Records supplied —
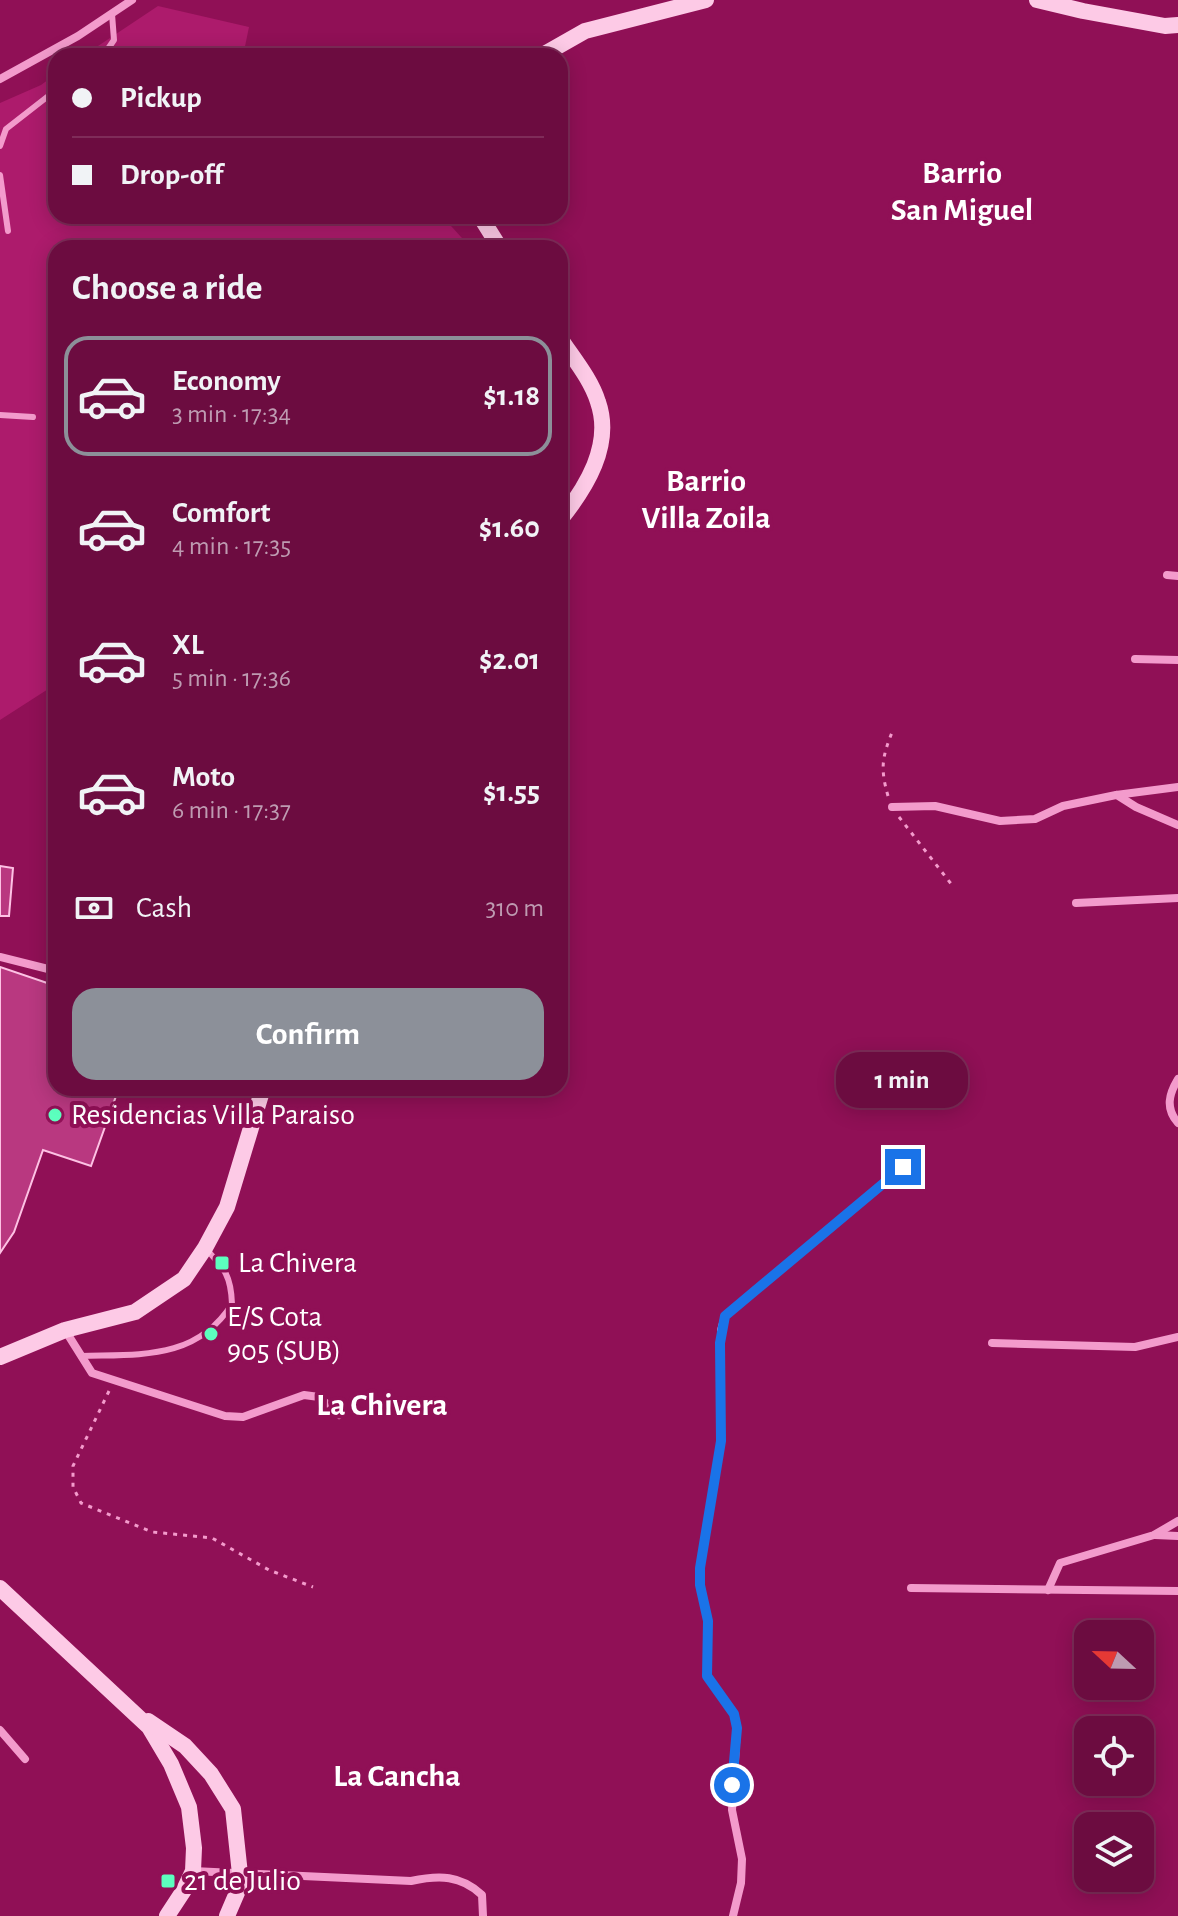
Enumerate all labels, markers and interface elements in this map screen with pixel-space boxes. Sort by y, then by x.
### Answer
text: Pickup [120,83,202,113]
district label: Barrio San Miguel [891,157,1033,226]
text: Drop-off [120,160,223,190]
text: Choose a ride [72,270,262,306]
icon: car [76,360,148,432]
text: Economy [172,366,281,396]
text: $1.18 [483,381,540,411]
text: 3 min · 17:34 [172,401,291,427]
district label: Barrio Villa Zoila [641,465,771,534]
icon: car [76,492,148,564]
text: Comfort [172,498,271,528]
text: $1.60 [479,513,540,543]
text: 4 min · 17:35 [172,533,291,559]
icon: car [76,624,148,696]
text: XL [172,630,204,660]
text: $2.01 [479,645,540,675]
text: 5 min · 17:36 [172,665,291,691]
icon: car [76,756,148,828]
text: Moto [172,762,235,792]
text: $1.55 [483,777,540,807]
text: 6 min · 17:37 [172,797,291,823]
icon: cash [72,886,116,930]
text: Cash [136,893,192,923]
text: 310 m [486,895,544,921]
button: Confirm [72,988,544,1080]
callout: 1 min [837,1051,969,1107]
text: 1 min [875,1067,929,1093]
place label: Residencias Villa Paraiso [71,1100,355,1130]
marker: Residencias Villa Paraiso [46,1106,64,1124]
route end [885,1149,921,1185]
place label: La Chivera [238,1248,357,1278]
marker: La Chivera [213,1254,231,1272]
place label: E/S Cota 905 (SUB) [227,1302,341,1366]
marker: E/S Cota 905 (SUB) [202,1325,220,1343]
district label: La Chivera [316,1389,448,1421]
north arrow [1074,1620,1154,1700]
map controls [1074,1620,1154,1892]
button: locate [1074,1716,1154,1796]
district label: La Cancha [333,1760,461,1792]
route start [714,1767,750,1803]
button: layers [1074,1812,1154,1892]
place label: 21 de Julio [184,1866,301,1896]
marker: 21 de Julio [159,1872,177,1890]

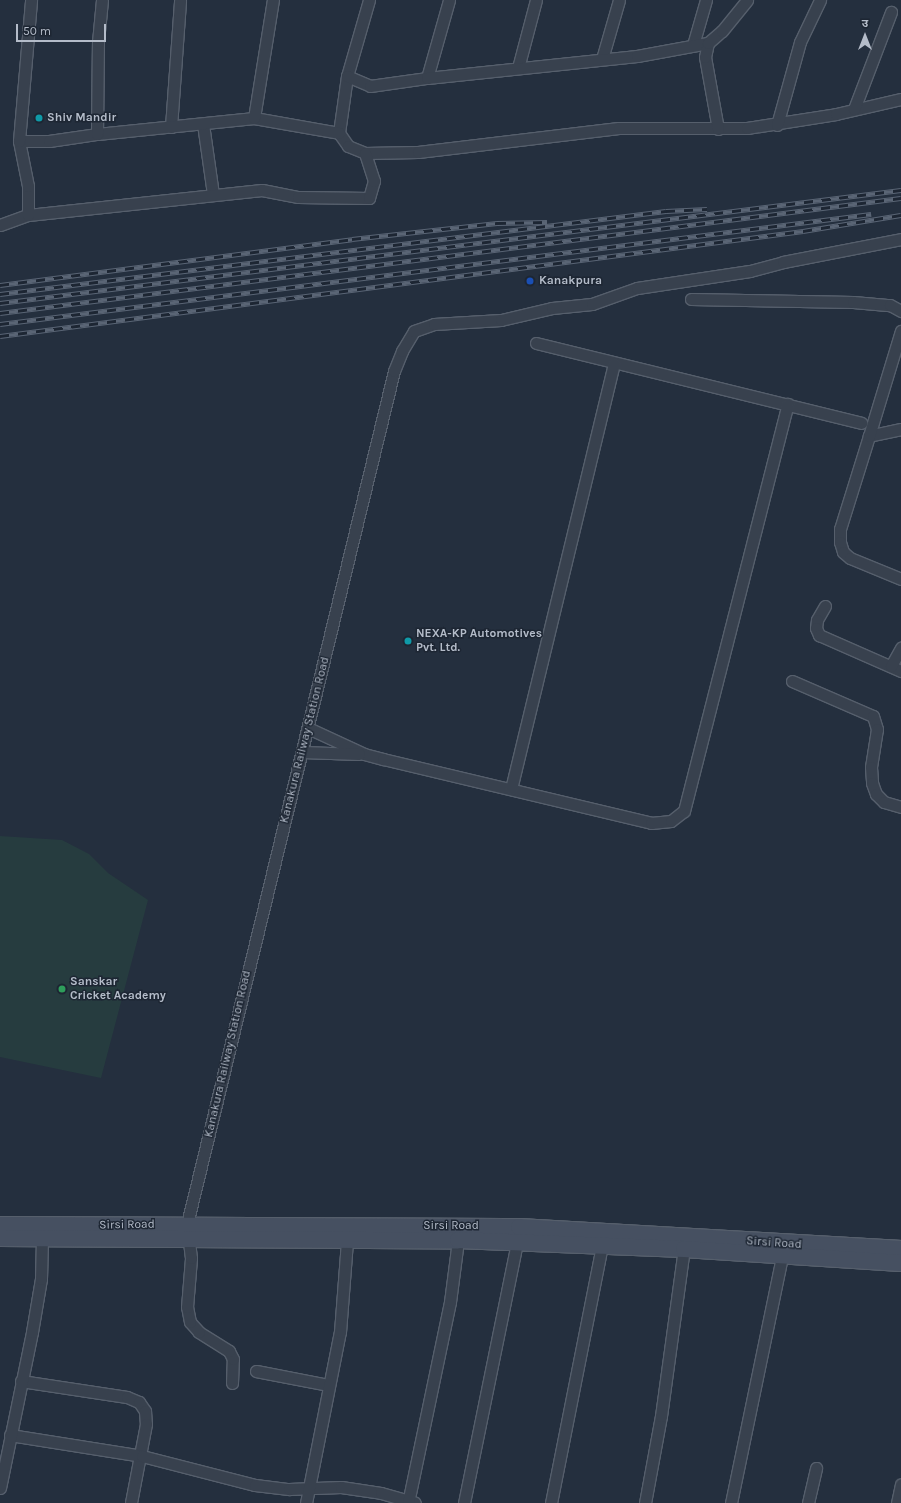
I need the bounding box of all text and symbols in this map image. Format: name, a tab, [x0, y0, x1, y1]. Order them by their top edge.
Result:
scale bar	[18, 16, 108, 42]
north arrow	[845, 16, 885, 56]
text: उ	[862, 17, 868, 30]
text: 50 m	[23, 24, 51, 38]
place label: Shiv Mandir	[47, 111, 116, 125]
marker: Shiv Mandir	[34, 113, 44, 123]
place label: Kanakpura	[539, 274, 602, 288]
marker: Kanakpura	[524, 275, 536, 287]
place label: NEXA-KP Automotives Pvt. Ltd.	[416, 627, 542, 655]
marker: NEXA-KP Automotives Pvt. Ltd.	[403, 636, 413, 646]
street label: Kanakura Railway Station Road	[277, 655, 333, 825]
street label: Kanakura Railway Station Road	[202, 969, 254, 1139]
place label: Sanskar Cricket Academy	[70, 975, 166, 1003]
marker: Sanskar Cricket Academy	[57, 984, 67, 994]
street label: Sirsi Road	[99, 1217, 155, 1233]
street label: Sirsi Road	[423, 1219, 479, 1233]
street label: Sirsi Road	[746, 1234, 802, 1252]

What the task asks —
A count alone is required. How many lines in the entries contain the string "Cota"?

Expected output —
2